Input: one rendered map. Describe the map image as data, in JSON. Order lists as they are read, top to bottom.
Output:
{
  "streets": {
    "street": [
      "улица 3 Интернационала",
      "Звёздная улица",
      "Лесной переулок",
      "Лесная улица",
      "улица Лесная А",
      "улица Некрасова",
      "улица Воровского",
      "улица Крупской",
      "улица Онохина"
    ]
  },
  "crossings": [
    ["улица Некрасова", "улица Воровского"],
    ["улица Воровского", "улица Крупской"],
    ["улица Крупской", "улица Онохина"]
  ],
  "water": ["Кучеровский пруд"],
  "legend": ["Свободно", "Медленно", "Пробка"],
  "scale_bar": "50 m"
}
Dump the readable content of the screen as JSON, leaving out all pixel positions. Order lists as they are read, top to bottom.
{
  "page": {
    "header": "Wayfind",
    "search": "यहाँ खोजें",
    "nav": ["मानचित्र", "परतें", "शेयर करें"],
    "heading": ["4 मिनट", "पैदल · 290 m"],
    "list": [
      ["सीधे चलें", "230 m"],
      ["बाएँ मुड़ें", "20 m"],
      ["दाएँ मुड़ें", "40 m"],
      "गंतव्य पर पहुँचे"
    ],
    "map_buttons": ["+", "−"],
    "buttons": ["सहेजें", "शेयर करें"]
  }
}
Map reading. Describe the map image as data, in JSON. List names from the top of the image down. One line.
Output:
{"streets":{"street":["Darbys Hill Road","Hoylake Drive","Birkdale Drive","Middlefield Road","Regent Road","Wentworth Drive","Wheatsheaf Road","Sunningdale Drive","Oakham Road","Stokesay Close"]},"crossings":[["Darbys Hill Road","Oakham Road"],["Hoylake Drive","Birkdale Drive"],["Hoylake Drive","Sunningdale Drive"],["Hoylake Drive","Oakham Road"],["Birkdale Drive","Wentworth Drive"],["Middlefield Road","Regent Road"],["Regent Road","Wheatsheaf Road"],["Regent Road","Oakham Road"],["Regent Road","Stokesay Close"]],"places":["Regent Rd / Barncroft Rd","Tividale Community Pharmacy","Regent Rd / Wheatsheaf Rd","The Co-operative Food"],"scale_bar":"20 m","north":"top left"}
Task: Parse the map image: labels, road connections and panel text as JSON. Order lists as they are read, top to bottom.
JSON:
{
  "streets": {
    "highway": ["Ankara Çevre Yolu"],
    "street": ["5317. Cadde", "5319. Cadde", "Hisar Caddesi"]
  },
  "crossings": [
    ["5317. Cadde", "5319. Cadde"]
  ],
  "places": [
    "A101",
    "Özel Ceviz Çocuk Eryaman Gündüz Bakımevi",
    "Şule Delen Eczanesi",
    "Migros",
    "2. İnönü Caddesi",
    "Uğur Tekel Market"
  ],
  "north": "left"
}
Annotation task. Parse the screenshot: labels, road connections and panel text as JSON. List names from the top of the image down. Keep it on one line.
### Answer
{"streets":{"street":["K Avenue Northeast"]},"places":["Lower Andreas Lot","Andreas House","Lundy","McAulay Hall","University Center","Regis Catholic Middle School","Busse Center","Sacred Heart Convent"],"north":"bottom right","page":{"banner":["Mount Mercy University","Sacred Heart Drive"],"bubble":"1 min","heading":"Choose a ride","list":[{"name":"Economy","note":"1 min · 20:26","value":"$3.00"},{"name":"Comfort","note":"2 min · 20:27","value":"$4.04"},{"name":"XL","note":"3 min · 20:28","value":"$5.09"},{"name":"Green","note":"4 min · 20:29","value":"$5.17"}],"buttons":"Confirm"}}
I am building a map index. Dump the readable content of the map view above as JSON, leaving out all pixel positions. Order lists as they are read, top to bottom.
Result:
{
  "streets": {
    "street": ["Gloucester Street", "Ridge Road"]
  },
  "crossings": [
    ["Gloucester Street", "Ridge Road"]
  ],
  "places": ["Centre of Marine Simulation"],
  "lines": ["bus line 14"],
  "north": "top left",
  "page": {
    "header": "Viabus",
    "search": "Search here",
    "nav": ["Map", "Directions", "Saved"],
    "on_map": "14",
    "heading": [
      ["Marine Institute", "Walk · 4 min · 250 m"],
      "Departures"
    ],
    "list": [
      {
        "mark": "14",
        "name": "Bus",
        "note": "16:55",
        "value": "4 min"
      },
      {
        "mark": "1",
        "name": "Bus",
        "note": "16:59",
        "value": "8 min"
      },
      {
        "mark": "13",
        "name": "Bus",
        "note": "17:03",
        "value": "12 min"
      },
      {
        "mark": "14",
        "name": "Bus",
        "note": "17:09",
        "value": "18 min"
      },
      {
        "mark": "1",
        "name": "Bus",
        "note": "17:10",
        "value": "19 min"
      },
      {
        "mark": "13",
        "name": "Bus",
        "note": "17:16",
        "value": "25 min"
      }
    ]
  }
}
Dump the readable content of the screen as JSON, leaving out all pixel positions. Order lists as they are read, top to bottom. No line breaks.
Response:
####
## Problem to solve
Reproduce the whole listing above exactly.

## Answer box
Input: one rendered map. Describe the map image as data, in JSON. Order lists as they are read, top to bottom.
Output:
{
  "streets": {
    "street": [
      "улица 3 Интернационала",
      "Звёздная улица",
      "Лесной переулок",
      "Лесная улица",
      "улица Лесная А",
      "улица Некрасова",
      "улица Воровского",
      "улица Крупской",
      "улица Онохина"
    ]
  },
  "crossings": [
    ["улица Некрасова", "улица Воровского"],
    ["улица Воровского", "улица Крупской"],
    ["улица Крупской", "улица Онохина"]
  ],
  "water": ["Кучеровский пруд"],
  "legend": ["Свободно", "Медленно", "Пробка"],
  "scale_bar": "50 m"
}
Dump the readable content of the screen as JSON, leaving out all pixel positions. Order lists as they are read, top to bottom.
{
  "page": {
    "header": "Wayfind",
    "search": "यहाँ खोजें",
    "nav": ["मानचित्र", "परतें", "शेयर करें"],
    "heading": ["4 मिनट", "पैदल · 290 m"],
    "list": [
      ["सीधे चलें", "230 m"],
      ["बाएँ मुड़ें", "20 m"],
      ["दाएँ मुड़ें", "40 m"],
      "गंतव्य पर पहुँचे"
    ],
    "map_buttons": ["+", "−"],
    "buttons": ["सहेजें", "शेयर करें"]
  }
}
Map reading. Describe the map image as data, in JSON. List names from the top of the image down. One line.
Output:
{"streets":{"street":["Darbys Hill Road","Hoylake Drive","Birkdale Drive","Middlefield Road","Regent Road","Wentworth Drive","Wheatsheaf Road","Sunningdale Drive","Oakham Road","Stokesay Close"]},"crossings":[["Darbys Hill Road","Oakham Road"],["Hoylake Drive","Birkdale Drive"],["Hoylake Drive","Sunningdale Drive"],["Hoylake Drive","Oakham Road"],["Birkdale Drive","Wentworth Drive"],["Middlefield Road","Regent Road"],["Regent Road","Wheatsheaf Road"],["Regent Road","Oakham Road"],["Regent Road","Stokesay Close"]],"places":["Regent Rd / Barncroft Rd","Tividale Community Pharmacy","Regent Rd / Wheatsheaf Rd","The Co-operative Food"],"scale_bar":"20 m","north":"top left"}
Task: Parse the map image: labels, road connections and panel text as JSON. Order lists as they are read, top to bottom.
JSON:
{
  "streets": {
    "highway": ["Ankara Çevre Yolu"],
    "street": ["5317. Cadde", "5319. Cadde", "Hisar Caddesi"]
  },
  "crossings": [
    ["5317. Cadde", "5319. Cadde"]
  ],
  "places": [
    "A101",
    "Özel Ceviz Çocuk Eryaman Gündüz Bakımevi",
    "Şule Delen Eczanesi",
    "Migros",
    "2. İnönü Caddesi",
    "Uğur Tekel Market"
  ],
  "north": "left"
}
Annotation task. Parse the screenshot: labels, road connections and panel text as JSON. List names from the top of the image down. Keep it on one line.
### Answer
{"streets":{"street":["K Avenue Northeast"]},"places":["Lower Andreas Lot","Andreas House","Lundy","McAulay Hall","University Center","Regis Catholic Middle School","Busse Center","Sacred Heart Convent"],"north":"bottom right","page":{"banner":["Mount Mercy University","Sacred Heart Drive"],"bubble":"1 min","heading":"Choose a ride","list":[{"name":"Economy","note":"1 min · 20:26","value":"$3.00"},{"name":"Comfort","note":"2 min · 20:27","value":"$4.04"},{"name":"XL","note":"3 min · 20:28","value":"$5.09"},{"name":"Green","note":"4 min · 20:29","value":"$5.17"}],"buttons":"Confirm"}}
I am building a map index. Dump the readable content of the map view above as JSON, leaving out all pixel positions. Order lists as they are read, top to bottom.
Result:
{
  "streets": {
    "street": ["Gloucester Street", "Ridge Road"]
  },
  "crossings": [
    ["Gloucester Street", "Ridge Road"]
  ],
  "places": ["Centre of Marine Simulation"],
  "lines": ["bus line 14"],
  "north": "top left",
  "page": {
    "header": "Viabus",
    "search": "Search here",
    "nav": ["Map", "Directions", "Saved"],
    "on_map": "14",
    "heading": [
      ["Marine Institute", "Walk · 4 min · 250 m"],
      "Departures"
    ],
    "list": [
      {
        "mark": "14",
        "name": "Bus",
        "note": "16:55",
        "value": "4 min"
      },
      {
        "mark": "1",
        "name": "Bus",
        "note": "16:59",
        "value": "8 min"
      },
      {
        "mark": "13",
        "name": "Bus",
        "note": "17:03",
        "value": "12 min"
      },
      {
        "mark": "14",
        "name": "Bus",
        "note": "17:09",
        "value": "18 min"
      },
      {
        "mark": "1",
        "name": "Bus",
        "note": "17:10",
        "value": "19 min"
      },
      {
        "mark": "13",
        "name": "Bus",
        "note": "17:16",
        "value": "25 min"
      }
    ]
  }
}
Dump the readable content of the screen as JSON, leaving out all pixel positions. Order lists as they are read, top to bottom. No line breaks.
Response:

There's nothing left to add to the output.